# Introduction to `scipy` and standard library

This Notebook provides an overview of the capabilities of the `scipy` module and of the standard library. It covers Sect. IV and V of [Modules_in__python.ipynb](Modules_in__python.ipynb). 

## Table of Content

- [IV. Scipy](#IV)
- [V. The standard library](#V) 
- [VI. References and supplementary material](#VI)

## IV. `scipy`  <a class="anchor" id="IV"></a>

The scipy package contains various toolboxes dedicated to common issues in scientific computing. Its different submodules correspond to different applications, such as interpolation, integration, optimization, image processing, statistics, special functions, etc.

`scipy` can be compared to other standard scientific-computing libraries, such as the GSL (GNU Scientific Library for C and C++), or Matlab’s toolboxes. scipy is the core package for scientific routines in Python; it is meant to operate efficiently on numpy arrays, so that numpy and scipy work hand in hand.
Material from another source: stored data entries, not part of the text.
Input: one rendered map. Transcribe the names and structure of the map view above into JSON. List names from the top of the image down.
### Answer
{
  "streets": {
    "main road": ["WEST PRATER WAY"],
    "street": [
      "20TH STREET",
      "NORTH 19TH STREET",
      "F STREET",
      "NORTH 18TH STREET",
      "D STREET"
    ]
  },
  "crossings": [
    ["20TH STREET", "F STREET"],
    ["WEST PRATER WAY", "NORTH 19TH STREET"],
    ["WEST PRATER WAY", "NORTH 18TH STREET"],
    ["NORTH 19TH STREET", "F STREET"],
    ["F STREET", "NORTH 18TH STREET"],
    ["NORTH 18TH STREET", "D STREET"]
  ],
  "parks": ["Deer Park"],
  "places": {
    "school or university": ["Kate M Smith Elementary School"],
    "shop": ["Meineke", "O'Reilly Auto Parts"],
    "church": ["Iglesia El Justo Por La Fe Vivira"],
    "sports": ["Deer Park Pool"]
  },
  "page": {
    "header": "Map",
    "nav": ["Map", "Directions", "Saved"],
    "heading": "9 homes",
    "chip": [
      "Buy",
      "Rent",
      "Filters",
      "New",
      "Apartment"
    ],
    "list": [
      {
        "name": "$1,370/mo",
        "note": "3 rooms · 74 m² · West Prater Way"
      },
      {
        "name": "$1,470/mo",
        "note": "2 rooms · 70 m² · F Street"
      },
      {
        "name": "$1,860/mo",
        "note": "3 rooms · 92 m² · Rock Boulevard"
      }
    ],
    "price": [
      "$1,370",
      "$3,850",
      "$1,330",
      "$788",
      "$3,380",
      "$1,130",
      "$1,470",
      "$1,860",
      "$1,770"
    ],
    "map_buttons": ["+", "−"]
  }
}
Before implementing a routine, it is worth checking if the desired data processing is not already implemented in Scipy. As non-professional programmers, scientists often tend to re-invent the wheel, which leads to buggy, non-optimal, difficult-to-share and unmaintainable code. By contrast, Scipy‘s routines are optimized and tested, and should therefore be used when possible.

We will NOT cover in details all the scipy capabilities/routines as this would be quite boring. We will briefly give an overview of some of them such that you know this exists ! We will also make use of several scipy functions in the future classes. 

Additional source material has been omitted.